#### [Exercise details]
Omit all pictures and give the records below again exactly as written.

#### [Records for this exercise]
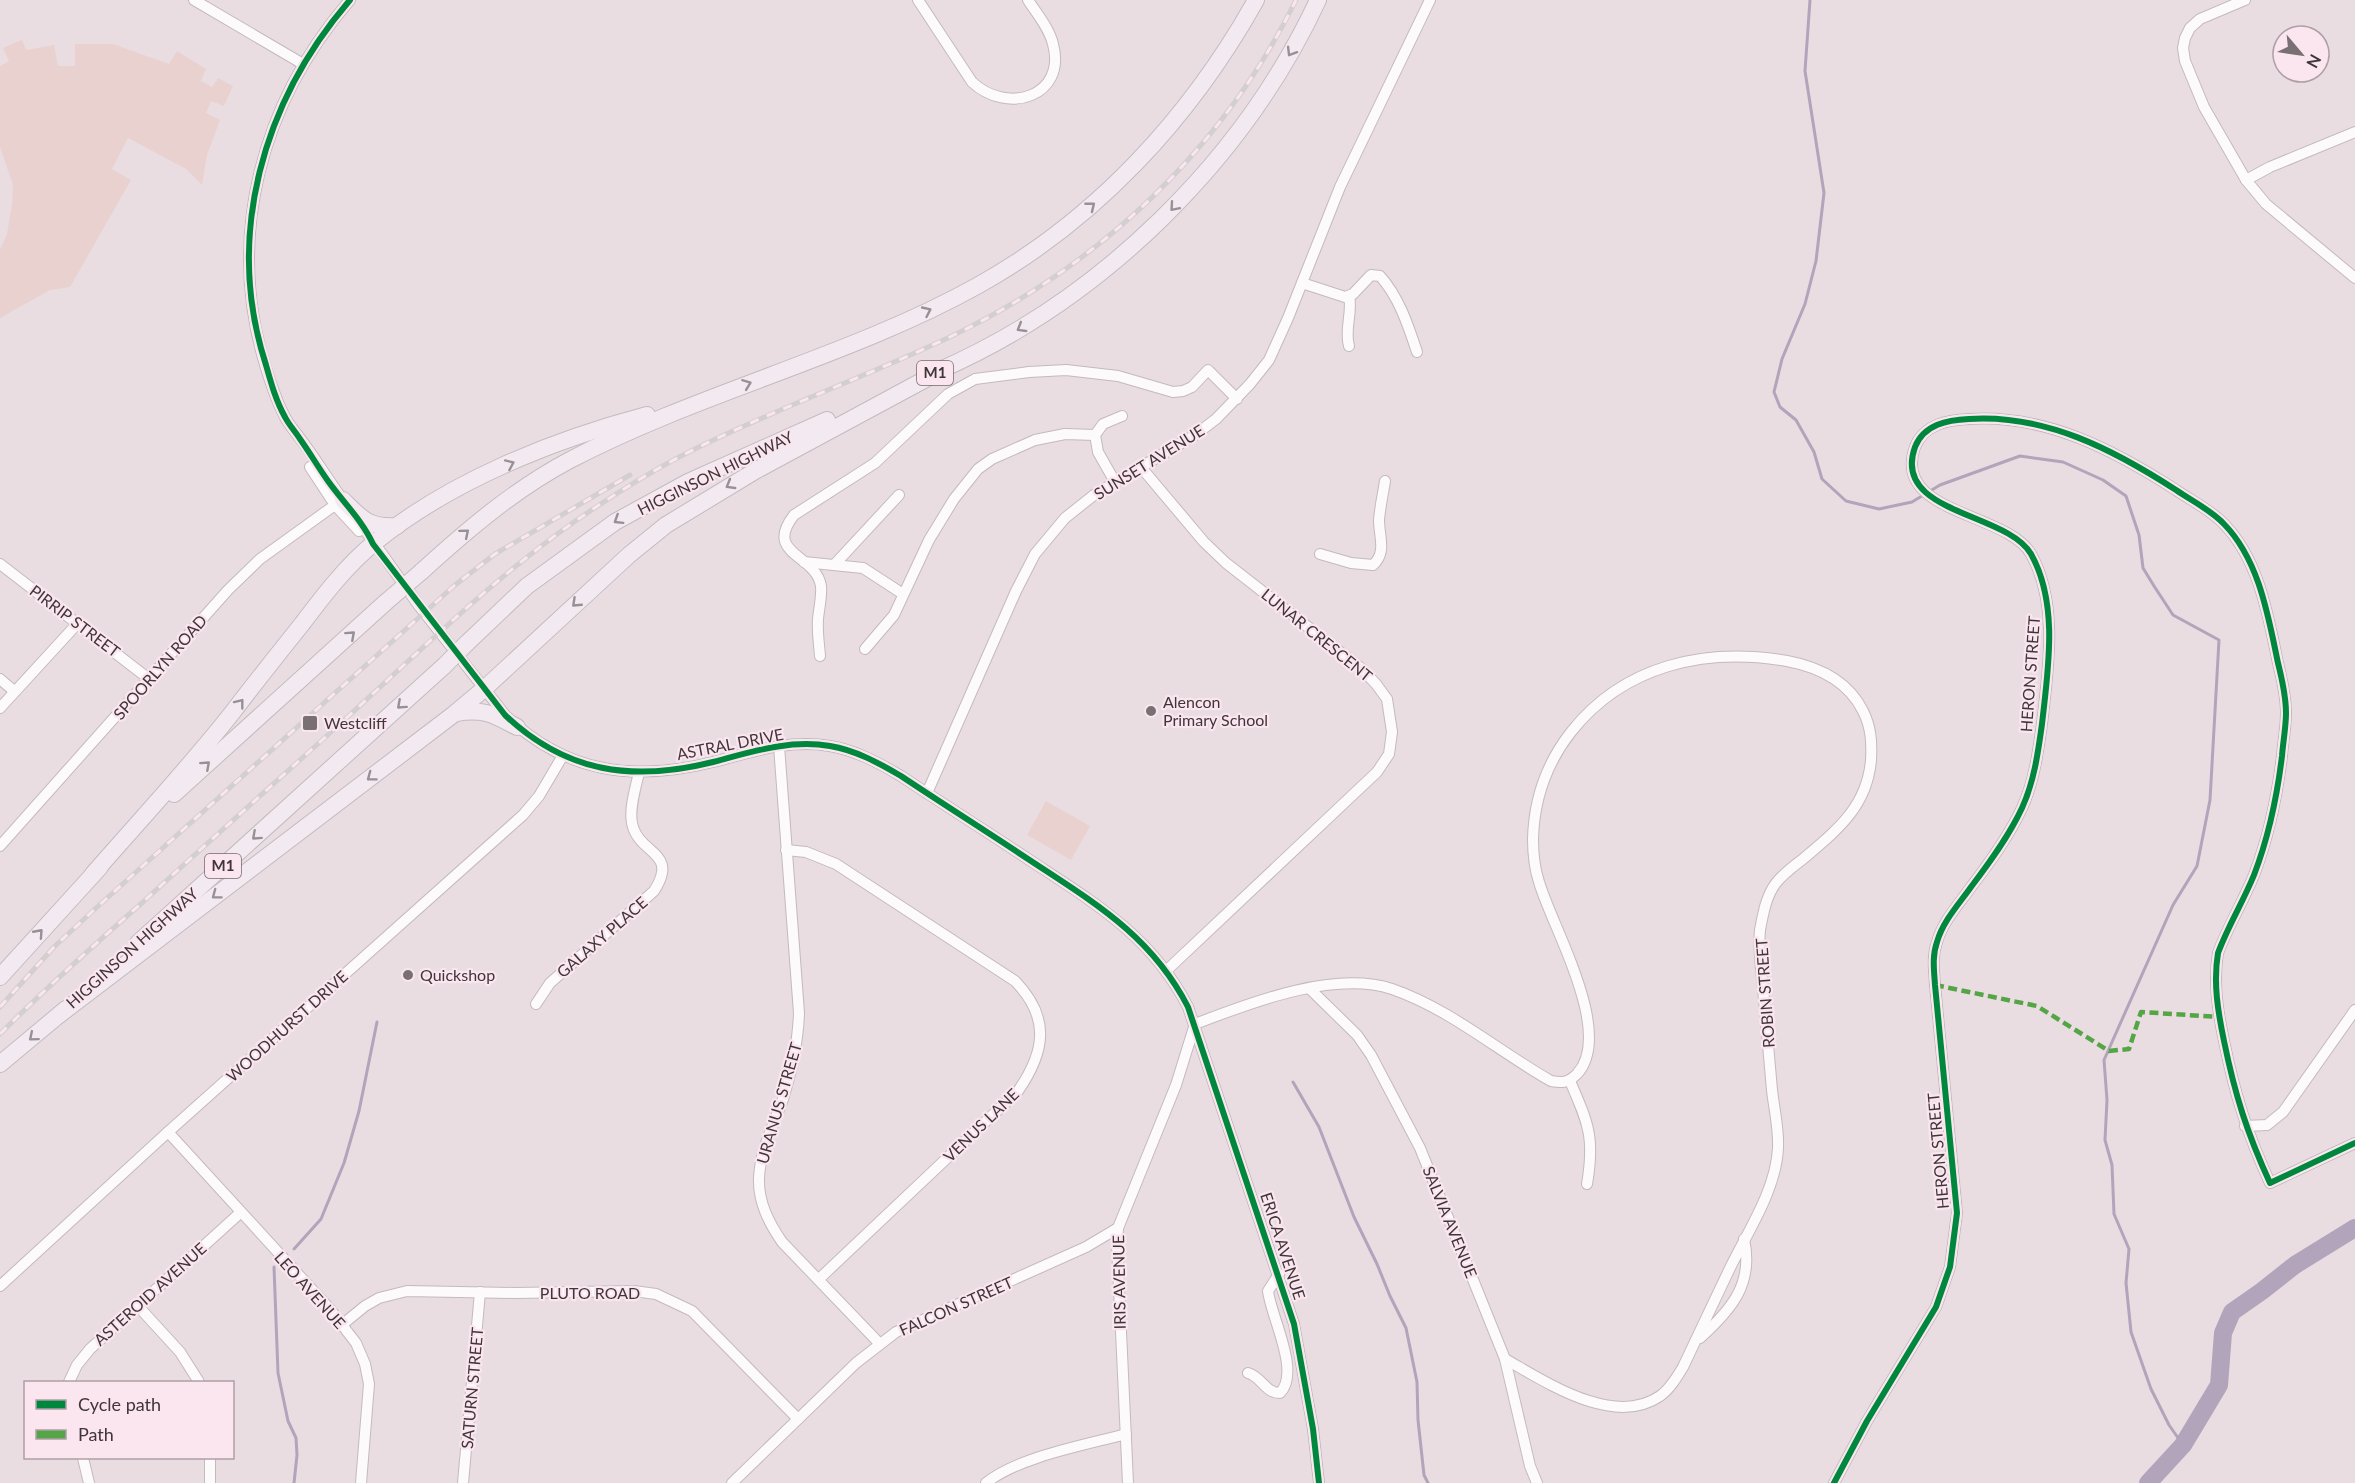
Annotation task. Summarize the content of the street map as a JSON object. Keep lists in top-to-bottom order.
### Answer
{
  "streets": {
    "highway": ["M1", "HIGGINSON HIGHWAY"],
    "street": [
      "SUNSET AVENUE",
      "PIRRIP STREET",
      "LUNAR CRESCENT",
      "SPOORLYN ROAD",
      "HERON STREET",
      "ASTRAL DRIVE",
      "GALAXY PLACE",
      "ROBIN STREET",
      "WOODHURST DRIVE",
      "URANUS STREET",
      "VENUS LANE",
      "SALVIA AVENUE",
      "ERICA AVENUE",
      "IRIS AVENUE",
      "LEO AVENUE",
      "PLUTO ROAD",
      "ASTEROID AVENUE",
      "FALCON STREET",
      "SATURN STREET"
    ]
  },
  "crossings": [
    ["SUNSET AVENUE", "LUNAR CRESCENT"],
    ["SUNSET AVENUE", "ASTRAL DRIVE"],
    ["PIRRIP STREET", "SPOORLYN ROAD"],
    ["LUNAR CRESCENT", "ASTRAL DRIVE"],
    ["SPOORLYN ROAD", "ASTRAL DRIVE"],
    ["ASTRAL DRIVE", "GALAXY PLACE"],
    ["ASTRAL DRIVE", "WOODHURST DRIVE"],
    ["ASTRAL DRIVE", "URANUS STREET"],
    ["ASTRAL DRIVE", "ERICA AVENUE"],
    ["ASTRAL DRIVE", "IRIS AVENUE"],
    ["ROBIN STREET", "SALVIA AVENUE"],
    ["WOODHURST DRIVE", "LEO AVENUE"],
    ["URANUS STREET", "VENUS LANE"],
    ["URANUS STREET", "FALCON STREET"],
    ["ERICA AVENUE", "IRIS AVENUE"],
    ["IRIS AVENUE", "FALCON STREET"],
    ["LEO AVENUE", "PLUTO ROAD"],
    ["LEO AVENUE", "ASTEROID AVENUE"],
    ["PLUTO ROAD", "FALCON STREET"],
    ["PLUTO ROAD", "SATURN STREET"]
  ],
  "places": {
    "other": ["Alencon Primary School", "Quickshop"],
    "transit": ["Westcliff"]
  },
  "legend": ["Cycle path", "Path"],
  "north": "bottom right"
}
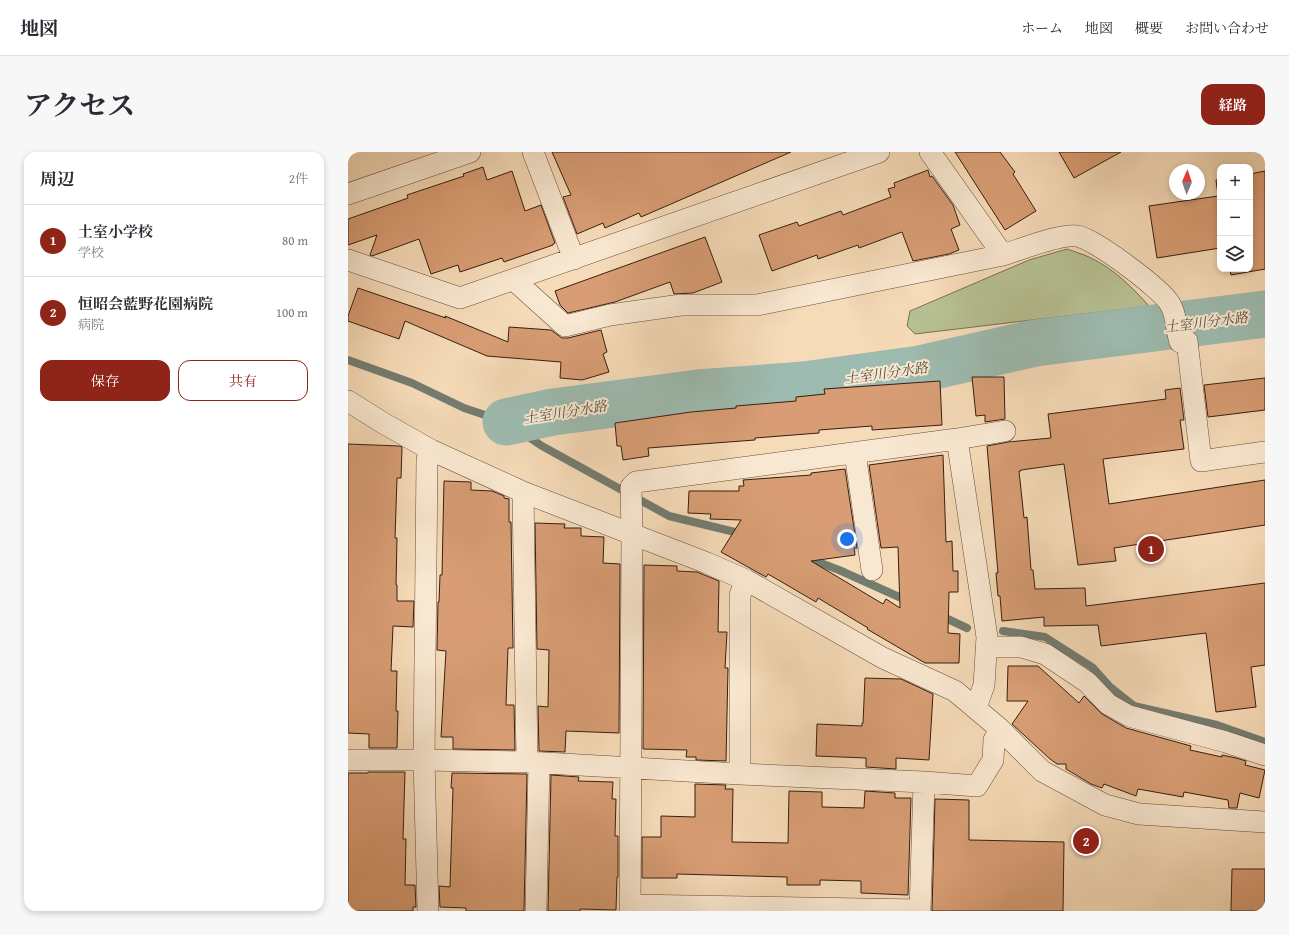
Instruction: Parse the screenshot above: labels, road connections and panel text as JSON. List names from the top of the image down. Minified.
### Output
{"water":["土室川分水路"],"north":"top","page":{"header":"地図","nav":["ホーム","地図","概要","お問い合わせ"],"title":"アクセス","buttons":["経路",["保存","共有"]],"heading":["周辺","2件"],"map_buttons":["+","−"],"list":[{"mark":"1","name":"土室小学校","note":"学校","value":"80 m"},{"mark":"2","name":"恒昭会藍野花園病院","note":"病院","value":"100 m"}],"pins":["1","2"]}}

#### [Result of this exercise]
Annotation task. Summarize the content of the street map as a JSON object. Keep lists in top-to-bottom order.
### Answer
{
  "streets": {
    "highway": ["M1", "HIGGINSON HIGHWAY"],
    "street": [
      "SUNSET AVENUE",
      "PIRRIP STREET",
      "LUNAR CRESCENT",
      "SPOORLYN ROAD",
      "HERON STREET",
      "ASTRAL DRIVE",
      "GALAXY PLACE",
      "ROBIN STREET",
      "WOODHURST DRIVE",
      "URANUS STREET",
      "VENUS LANE",
      "SALVIA AVENUE",
      "ERICA AVENUE",
      "IRIS AVENUE",
      "LEO AVENUE",
      "PLUTO ROAD",
      "ASTEROID AVENUE",
      "FALCON STREET",
      "SATURN STREET"
    ]
  },
  "crossings": [
    ["SUNSET AVENUE", "LUNAR CRESCENT"],
    ["SUNSET AVENUE", "ASTRAL DRIVE"],
    ["PIRRIP STREET", "SPOORLYN ROAD"],
    ["LUNAR CRESCENT", "ASTRAL DRIVE"],
    ["SPOORLYN ROAD", "ASTRAL DRIVE"],
    ["ASTRAL DRIVE", "GALAXY PLACE"],
    ["ASTRAL DRIVE", "WOODHURST DRIVE"],
    ["ASTRAL DRIVE", "URANUS STREET"],
    ["ASTRAL DRIVE", "ERICA AVENUE"],
    ["ASTRAL DRIVE", "IRIS AVENUE"],
    ["ROBIN STREET", "SALVIA AVENUE"],
    ["WOODHURST DRIVE", "LEO AVENUE"],
    ["URANUS STREET", "VENUS LANE"],
    ["URANUS STREET", "FALCON STREET"],
    ["ERICA AVENUE", "IRIS AVENUE"],
    ["IRIS AVENUE", "FALCON STREET"],
    ["LEO AVENUE", "PLUTO ROAD"],
    ["LEO AVENUE", "ASTEROID AVENUE"],
    ["PLUTO ROAD", "FALCON STREET"],
    ["PLUTO ROAD", "SATURN STREET"]
  ],
  "places": {
    "other": ["Alencon Primary School", "Quickshop"],
    "transit": ["Westcliff"]
  },
  "legend": ["Cycle path", "Path"],
  "north": "bottom right"
}
Instruction: Parse the screenshot above: labels, road connections and panel text as JSON. List names from the top of the image down. Minified.
### Output
{"water":["土室川分水路"],"north":"top","page":{"header":"地図","nav":["ホーム","地図","概要","お問い合わせ"],"title":"アクセス","buttons":["経路",["保存","共有"]],"heading":["周辺","2件"],"map_buttons":["+","−"],"list":[{"mark":"1","name":"土室小学校","note":"学校","value":"80 m"},{"mark":"2","name":"恒昭会藍野花園病院","note":"病院","value":"100 m"}],"pins":["1","2"]}}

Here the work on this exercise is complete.